Inquest into the death of Xysz Tacdliwaazy @Josh Ngalarina
Deceased
Xysz Yiyujaa Tacdliwaazy
Demographics
22y, unknown
Date of death
2022-01-31
Finding date
2024-04-05
Cause of death
sudden death associated with volatile substance inhalation (butane and propane)
AI-generated summary
A 22-year-old Yolngu person with a well-documented history of volatile substance abuse (VSA) and mental illness was involuntarily admitted to Royal Darwin Hospital for acute psychosis. Due to COVID-19 bed-block, they were placed as an 'outlier' on a general ward rather than a mental health ward despite their acute presentation. Critical system failures contributed to their death from sudden inhalation of deodorant: the VSA risk was not clearly documented in the management plan; security staff and general ward nurses were not informed of the VSA or self-harm risks; the management plan was incomplete; there was no standardised handover procedure; and volatile substance products were freely accessible from hospital pharmacies. General ward nursing staff had received no mental health training. The Department of Health acknowledged this death was preventable and attributed it to absent clear procedures for managing mental health patients in general wards.

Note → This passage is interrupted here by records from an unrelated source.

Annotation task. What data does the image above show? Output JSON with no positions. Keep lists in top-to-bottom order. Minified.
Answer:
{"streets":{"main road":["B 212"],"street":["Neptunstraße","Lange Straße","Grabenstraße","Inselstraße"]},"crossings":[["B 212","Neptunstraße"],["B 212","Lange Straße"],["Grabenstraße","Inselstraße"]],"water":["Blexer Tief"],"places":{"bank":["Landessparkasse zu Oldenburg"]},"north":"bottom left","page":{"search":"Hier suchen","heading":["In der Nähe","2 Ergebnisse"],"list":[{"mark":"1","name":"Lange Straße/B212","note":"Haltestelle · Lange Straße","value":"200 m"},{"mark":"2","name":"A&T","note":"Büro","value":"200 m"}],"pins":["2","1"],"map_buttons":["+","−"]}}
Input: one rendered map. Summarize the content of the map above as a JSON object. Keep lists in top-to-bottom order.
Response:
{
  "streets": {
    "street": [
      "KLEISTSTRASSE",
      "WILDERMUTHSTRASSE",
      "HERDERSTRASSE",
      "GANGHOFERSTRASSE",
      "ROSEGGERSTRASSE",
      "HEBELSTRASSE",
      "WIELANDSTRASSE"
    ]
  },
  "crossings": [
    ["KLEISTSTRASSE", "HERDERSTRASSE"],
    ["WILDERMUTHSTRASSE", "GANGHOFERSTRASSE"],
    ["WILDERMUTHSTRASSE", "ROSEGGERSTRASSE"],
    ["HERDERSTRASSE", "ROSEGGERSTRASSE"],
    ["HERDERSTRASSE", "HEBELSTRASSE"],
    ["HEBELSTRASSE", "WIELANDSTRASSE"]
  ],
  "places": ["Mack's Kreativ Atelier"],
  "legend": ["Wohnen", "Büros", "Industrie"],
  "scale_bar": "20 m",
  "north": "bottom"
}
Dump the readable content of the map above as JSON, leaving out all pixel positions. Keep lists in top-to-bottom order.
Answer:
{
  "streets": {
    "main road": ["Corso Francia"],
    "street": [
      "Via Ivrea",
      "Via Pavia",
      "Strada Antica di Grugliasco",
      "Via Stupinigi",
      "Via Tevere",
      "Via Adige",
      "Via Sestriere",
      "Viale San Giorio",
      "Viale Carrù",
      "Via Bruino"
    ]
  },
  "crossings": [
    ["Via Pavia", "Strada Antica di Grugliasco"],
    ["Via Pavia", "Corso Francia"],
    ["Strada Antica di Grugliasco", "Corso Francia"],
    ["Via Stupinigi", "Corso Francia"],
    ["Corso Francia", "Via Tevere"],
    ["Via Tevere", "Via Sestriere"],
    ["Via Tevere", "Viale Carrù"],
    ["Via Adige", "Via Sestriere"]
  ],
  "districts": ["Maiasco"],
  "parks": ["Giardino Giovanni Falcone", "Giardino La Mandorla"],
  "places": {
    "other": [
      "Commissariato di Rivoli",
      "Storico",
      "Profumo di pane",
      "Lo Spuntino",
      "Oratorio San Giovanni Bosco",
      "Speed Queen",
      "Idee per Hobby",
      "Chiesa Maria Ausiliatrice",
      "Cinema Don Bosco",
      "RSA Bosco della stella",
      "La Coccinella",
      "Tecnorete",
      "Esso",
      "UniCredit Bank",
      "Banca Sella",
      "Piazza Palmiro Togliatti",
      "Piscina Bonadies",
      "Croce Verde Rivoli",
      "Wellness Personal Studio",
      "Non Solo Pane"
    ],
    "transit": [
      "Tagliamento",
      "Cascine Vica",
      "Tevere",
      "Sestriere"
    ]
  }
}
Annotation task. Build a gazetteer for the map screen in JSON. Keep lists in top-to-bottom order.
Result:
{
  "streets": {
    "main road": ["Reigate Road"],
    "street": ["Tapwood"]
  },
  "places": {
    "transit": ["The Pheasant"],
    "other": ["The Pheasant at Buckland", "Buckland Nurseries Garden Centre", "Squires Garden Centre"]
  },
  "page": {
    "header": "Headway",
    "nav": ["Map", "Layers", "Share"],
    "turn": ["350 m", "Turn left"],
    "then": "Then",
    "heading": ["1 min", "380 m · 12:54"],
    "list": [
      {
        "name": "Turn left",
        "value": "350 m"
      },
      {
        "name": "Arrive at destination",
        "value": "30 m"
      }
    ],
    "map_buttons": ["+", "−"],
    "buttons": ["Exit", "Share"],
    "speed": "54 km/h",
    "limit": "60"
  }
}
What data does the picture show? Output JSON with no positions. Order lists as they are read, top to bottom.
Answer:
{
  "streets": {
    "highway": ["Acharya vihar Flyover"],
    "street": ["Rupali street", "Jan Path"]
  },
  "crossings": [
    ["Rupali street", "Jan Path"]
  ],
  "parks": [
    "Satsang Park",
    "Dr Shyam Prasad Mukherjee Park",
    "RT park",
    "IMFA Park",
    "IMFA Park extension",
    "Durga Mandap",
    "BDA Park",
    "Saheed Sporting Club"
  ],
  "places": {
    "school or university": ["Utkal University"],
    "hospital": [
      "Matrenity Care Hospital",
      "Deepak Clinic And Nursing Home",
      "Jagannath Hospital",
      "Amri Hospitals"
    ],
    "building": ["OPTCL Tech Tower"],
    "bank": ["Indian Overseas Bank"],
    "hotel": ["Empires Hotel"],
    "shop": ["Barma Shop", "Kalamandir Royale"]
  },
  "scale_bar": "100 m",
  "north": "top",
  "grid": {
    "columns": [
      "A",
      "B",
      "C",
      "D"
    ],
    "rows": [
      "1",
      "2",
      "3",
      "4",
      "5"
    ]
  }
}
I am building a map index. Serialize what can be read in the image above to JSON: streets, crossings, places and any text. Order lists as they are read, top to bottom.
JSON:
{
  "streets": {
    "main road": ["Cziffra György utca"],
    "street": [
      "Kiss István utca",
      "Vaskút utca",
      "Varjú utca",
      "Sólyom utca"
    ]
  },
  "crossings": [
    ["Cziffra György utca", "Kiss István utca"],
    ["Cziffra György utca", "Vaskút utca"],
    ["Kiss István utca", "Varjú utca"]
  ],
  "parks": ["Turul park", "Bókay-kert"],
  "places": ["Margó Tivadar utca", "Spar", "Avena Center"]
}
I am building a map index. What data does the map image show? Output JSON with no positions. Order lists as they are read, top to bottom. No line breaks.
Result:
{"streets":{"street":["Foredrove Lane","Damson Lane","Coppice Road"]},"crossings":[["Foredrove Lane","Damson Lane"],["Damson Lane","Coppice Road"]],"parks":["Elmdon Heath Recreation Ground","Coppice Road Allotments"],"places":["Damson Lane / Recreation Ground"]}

AI-generated summary and tagging — may contain inaccuracies; refer to original finding for legal purposes. Report an inaccuracy.
absence of clear procedures for managing mental health patients as outliers in general wards
inadequate handover to general ward nursing staff regarding patient risks
VSA risk not documented in management plan despite clear history
security guards not informed of VSA risk or self-harm history
general ward nurses had no mental health training and did not understand VSA
management plan incomplete and failed to address known VSA risk
volatile substance products readily available from RDH pharmacy
security guards not aware they should maintain constant visual supervision including during showering
Nursing Clinical Bedside Handover Sticker not completed on admission to general ward
Mental Health Outlier Admission Checklist not completed
change in treating team due to COVID-19 measures resulted in reduced familiarity with patient's VSA history
transfer to general ward at 11.11pm likely contributed to inadequate handover
bed-block and COVID-19 imperatives forced placement of mental health patient in inappropriate setting
Coroner's recommendations
The Department of Health should consider extending the ban on aerosol cans to apply hospital-wide and, where that is not possible on medical grounds, they should be kept safely secured.